After we upgraded from 2010 to 2013, we found internal
users are not able to consistently login to the two web applications with the
mixed authentications. Different internal users hitting different web
applications on different Web Front servers at different time might get the following
different results.
- Login without issue
- Sorry, something went wrong. An unexpected error has occurred
- Stay on Sign In page
- Sorry this page has not been shared for you
- Server Error in ‘/’ Application
Here are the screenshots for different error.
We have working with Microsoft support on this critical
production SharePoint 2013 issue several days after go-live without solutions.

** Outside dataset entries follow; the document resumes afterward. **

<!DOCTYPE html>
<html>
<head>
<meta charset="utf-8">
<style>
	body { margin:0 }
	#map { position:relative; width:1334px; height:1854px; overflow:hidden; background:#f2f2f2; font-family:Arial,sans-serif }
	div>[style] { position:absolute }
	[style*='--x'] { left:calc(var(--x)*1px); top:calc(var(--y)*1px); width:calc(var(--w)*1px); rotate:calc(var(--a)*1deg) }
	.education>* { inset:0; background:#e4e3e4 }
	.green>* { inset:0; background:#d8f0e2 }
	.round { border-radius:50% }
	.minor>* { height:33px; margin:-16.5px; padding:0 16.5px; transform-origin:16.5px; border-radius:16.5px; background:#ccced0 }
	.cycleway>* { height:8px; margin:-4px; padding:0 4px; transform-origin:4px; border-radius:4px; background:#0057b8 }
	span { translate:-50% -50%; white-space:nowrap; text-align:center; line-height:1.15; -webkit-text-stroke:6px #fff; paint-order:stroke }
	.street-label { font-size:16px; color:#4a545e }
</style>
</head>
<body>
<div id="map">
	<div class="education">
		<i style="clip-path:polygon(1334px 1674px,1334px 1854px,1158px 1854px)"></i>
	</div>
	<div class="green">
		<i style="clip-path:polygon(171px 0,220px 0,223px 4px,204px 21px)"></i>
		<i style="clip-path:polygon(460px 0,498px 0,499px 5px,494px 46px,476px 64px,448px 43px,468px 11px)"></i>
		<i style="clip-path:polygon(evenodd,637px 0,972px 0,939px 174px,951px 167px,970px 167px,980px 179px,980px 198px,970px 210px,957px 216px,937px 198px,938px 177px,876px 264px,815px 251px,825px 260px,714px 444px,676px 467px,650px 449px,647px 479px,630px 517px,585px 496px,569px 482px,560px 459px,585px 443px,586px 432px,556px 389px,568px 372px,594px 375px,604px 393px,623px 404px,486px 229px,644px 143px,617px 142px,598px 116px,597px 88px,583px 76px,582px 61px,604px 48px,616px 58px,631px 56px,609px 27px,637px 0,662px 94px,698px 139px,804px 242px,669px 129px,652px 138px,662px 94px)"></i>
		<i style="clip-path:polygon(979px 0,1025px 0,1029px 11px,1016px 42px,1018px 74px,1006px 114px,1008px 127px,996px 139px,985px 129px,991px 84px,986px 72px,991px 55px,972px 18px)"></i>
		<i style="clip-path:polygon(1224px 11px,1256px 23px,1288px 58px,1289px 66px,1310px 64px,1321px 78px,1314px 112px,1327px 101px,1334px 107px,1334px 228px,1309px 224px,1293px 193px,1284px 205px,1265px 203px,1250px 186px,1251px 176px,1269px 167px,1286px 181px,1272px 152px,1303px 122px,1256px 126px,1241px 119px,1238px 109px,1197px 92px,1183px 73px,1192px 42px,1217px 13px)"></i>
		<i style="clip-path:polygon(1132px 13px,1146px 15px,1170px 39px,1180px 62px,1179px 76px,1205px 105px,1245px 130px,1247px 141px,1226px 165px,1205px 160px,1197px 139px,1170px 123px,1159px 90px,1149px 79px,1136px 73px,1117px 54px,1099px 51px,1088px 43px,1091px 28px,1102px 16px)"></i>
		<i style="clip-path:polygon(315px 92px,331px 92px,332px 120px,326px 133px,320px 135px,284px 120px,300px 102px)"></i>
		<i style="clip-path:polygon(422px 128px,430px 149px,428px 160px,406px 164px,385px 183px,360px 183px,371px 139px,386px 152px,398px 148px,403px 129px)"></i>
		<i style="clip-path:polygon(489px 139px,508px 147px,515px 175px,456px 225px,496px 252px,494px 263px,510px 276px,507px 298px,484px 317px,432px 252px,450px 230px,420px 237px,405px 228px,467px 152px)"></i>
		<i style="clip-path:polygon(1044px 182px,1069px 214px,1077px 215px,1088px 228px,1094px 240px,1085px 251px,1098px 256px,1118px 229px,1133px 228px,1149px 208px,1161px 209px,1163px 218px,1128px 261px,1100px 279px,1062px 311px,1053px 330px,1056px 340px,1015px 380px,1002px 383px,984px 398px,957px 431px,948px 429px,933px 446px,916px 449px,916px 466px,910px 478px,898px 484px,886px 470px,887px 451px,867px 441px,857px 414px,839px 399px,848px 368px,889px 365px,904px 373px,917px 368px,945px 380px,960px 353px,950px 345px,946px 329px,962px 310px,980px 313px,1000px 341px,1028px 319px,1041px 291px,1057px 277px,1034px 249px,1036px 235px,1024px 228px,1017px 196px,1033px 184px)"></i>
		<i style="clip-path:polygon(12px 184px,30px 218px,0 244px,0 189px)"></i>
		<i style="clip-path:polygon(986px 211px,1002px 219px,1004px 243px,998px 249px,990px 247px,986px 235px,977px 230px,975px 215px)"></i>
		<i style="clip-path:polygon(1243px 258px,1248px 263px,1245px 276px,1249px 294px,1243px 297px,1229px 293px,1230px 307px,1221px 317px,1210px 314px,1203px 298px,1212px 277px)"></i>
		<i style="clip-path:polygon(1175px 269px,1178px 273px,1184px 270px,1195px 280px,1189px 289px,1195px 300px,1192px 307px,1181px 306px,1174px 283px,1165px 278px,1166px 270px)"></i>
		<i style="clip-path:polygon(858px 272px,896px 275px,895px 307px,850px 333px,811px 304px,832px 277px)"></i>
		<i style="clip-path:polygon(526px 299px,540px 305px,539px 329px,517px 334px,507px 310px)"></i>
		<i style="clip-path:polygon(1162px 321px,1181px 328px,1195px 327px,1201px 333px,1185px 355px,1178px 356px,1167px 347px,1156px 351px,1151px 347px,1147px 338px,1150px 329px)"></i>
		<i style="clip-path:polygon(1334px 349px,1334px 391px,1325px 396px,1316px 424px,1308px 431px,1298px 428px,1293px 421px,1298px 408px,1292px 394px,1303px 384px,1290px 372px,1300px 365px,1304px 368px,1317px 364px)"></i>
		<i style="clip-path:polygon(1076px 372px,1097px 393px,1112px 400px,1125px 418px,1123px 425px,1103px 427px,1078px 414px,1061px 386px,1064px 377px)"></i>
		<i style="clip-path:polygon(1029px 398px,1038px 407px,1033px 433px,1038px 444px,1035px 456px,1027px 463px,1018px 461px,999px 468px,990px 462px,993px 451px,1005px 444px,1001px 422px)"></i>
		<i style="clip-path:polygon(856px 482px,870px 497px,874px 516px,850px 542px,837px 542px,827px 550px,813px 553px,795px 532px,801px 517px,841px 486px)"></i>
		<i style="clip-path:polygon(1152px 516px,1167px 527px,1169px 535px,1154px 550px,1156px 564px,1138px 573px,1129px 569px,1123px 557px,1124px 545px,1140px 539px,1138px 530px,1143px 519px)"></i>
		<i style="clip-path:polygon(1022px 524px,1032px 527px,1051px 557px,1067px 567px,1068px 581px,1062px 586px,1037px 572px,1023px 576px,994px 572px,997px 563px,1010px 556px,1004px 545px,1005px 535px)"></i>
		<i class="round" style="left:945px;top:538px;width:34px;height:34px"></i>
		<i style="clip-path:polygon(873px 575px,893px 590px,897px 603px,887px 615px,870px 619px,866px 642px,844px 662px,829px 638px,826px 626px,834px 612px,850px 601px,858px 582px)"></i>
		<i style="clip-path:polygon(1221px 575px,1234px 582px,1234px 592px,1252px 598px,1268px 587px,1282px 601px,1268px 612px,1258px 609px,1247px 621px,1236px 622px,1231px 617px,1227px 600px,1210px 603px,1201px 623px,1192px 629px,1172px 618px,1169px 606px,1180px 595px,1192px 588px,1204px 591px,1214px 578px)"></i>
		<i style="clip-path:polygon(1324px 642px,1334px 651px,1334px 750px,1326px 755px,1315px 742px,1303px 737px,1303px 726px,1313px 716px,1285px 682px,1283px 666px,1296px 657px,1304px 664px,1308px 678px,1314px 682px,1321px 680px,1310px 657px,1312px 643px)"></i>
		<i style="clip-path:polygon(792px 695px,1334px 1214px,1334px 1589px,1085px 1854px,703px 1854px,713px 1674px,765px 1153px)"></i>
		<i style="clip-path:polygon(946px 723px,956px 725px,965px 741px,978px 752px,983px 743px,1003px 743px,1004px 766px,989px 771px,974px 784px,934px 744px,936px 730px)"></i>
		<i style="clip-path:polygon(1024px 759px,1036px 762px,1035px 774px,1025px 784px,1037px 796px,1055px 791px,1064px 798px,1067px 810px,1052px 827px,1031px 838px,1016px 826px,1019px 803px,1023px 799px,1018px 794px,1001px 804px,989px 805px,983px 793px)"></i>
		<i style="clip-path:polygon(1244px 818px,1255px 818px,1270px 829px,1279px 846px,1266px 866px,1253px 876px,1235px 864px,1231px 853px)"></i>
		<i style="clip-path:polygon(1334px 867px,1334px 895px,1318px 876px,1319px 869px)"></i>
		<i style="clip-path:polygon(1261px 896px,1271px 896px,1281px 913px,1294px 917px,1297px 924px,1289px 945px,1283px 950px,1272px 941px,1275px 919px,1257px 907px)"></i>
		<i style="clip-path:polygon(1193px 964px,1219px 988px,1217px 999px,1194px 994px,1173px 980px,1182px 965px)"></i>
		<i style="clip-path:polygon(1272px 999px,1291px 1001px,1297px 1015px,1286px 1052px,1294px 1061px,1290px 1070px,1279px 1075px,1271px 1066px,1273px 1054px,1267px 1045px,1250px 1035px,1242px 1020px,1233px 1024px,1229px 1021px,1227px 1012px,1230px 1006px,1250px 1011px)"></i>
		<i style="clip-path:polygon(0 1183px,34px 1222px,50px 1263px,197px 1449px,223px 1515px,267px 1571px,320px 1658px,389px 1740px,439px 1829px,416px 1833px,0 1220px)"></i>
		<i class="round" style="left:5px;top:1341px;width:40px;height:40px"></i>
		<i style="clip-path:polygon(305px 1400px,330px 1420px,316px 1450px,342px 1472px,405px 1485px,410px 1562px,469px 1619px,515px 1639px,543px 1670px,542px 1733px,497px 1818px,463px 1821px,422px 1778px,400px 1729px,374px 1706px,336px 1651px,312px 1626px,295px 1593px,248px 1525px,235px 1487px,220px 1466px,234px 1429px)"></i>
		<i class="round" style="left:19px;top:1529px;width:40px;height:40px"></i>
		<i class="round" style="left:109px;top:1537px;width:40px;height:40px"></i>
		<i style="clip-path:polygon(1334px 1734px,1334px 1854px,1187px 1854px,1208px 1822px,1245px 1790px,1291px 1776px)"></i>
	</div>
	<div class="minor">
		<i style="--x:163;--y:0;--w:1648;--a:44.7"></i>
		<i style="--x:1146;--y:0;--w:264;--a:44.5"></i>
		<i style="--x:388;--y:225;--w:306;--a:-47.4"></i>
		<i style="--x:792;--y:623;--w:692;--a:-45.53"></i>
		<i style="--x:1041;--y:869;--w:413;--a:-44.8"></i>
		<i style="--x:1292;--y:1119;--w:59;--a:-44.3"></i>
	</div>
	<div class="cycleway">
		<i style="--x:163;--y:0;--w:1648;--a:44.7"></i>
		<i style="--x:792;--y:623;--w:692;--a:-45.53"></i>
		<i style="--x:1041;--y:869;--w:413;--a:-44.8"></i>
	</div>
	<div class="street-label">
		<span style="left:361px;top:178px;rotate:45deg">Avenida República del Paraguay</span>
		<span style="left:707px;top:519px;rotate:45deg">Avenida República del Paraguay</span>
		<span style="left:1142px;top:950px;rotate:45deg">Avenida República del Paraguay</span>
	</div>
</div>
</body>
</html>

The issue seems to be related to SharePoint 2013 farm with multiple mixed authentication
providers (forms and Windows as example) web applications that can be reproduced on several environments. The exception from the ULS log is listed below.
Unexpected
System.ArgumentException: Exception of type 'System.ArgumentException' was
thrown. Parameter name: encodedValue at Microsoft.SharePoint.Administration.Claims.SPClaimEncodingManager.DecodeClaimFromFormsSuffix(String
encodedValue) at
Microsoft.SharePoint.Administration.Claims.SPClaimProviderManager.GetProviderUserKey(IClaimsIdentity
claimsIdentity, String encodedIdentityClaimSuffix) at
Microsoft.SharePoint.Administration.Claims.SPClaimProviderManager.GetProviderUserKey(String
encodedIdentityClaimSuffix) at
Microsoft.SharePoint.Utilities.SPUtility.GetFullUserKeyFromLoginName(String loginName)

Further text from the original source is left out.